AST SpaceMobile, the direct-to-smartphone satellite company, fell about 8% on Monday after Blue Origin's New Glenn rocket placed its BlueBird 7 satellite into an orbit too low to sustain operations during a Sunday launch from Cape Canaveral.

The satellite successfully separated from the rocket and powered on, but the upper stage delivered it to a parking orbit of roughly 154 by 494 kilometres, well below the intended altitude, and the spacecraft's electric propulsion system could not compensate.

BlueBird 7, which carried a 2,400-square-foot phased array antenna and would have been the company's eighth satellite in low-earth orbit, will now have to be deorbited and left to burn up in the atmosphere.

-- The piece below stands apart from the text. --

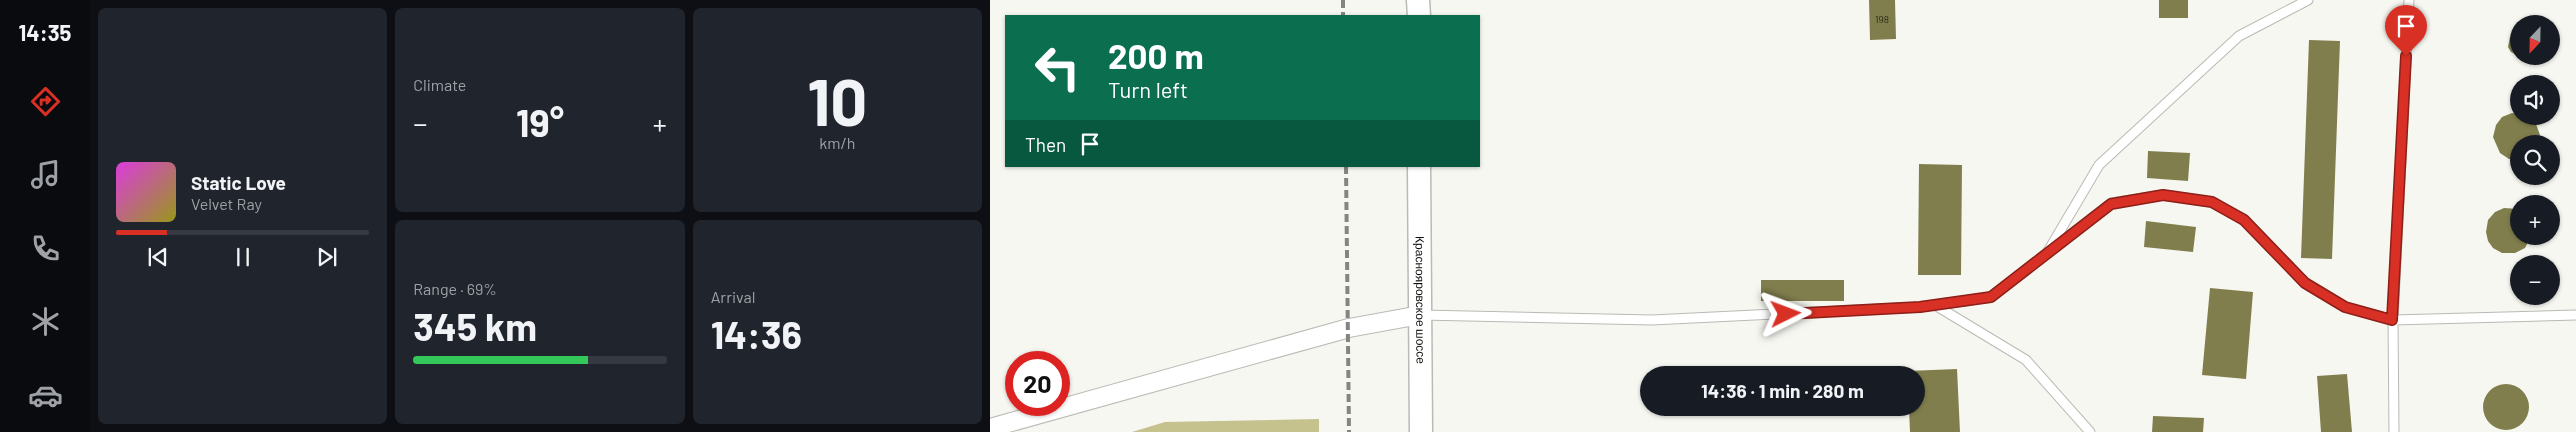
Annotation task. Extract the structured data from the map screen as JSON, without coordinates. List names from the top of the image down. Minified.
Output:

The failure marks the first major setback for Blue Origin's New Glenn programme, which made its maiden flight in January 2025 after more than a decade in development.

The rocket's reusable first-stage booster, nicknamed "Never Tell Me The Odds," landed successfully on a drone ship in the Atlantic for the second time, achieving a turnaround of roughly 157 days between flights.

AST SpaceMobile said the cost of the lost satellite is expected to be recovered under its insurance policy and that BlueBird satellites 8, 9 and 10 should be ready to ship within 30 days.

The company said it still targets roughly 45 satellites in orbit by the end of 2026, with future missions batching spacecraft in groups of up to eight per launch rather than flying them individually.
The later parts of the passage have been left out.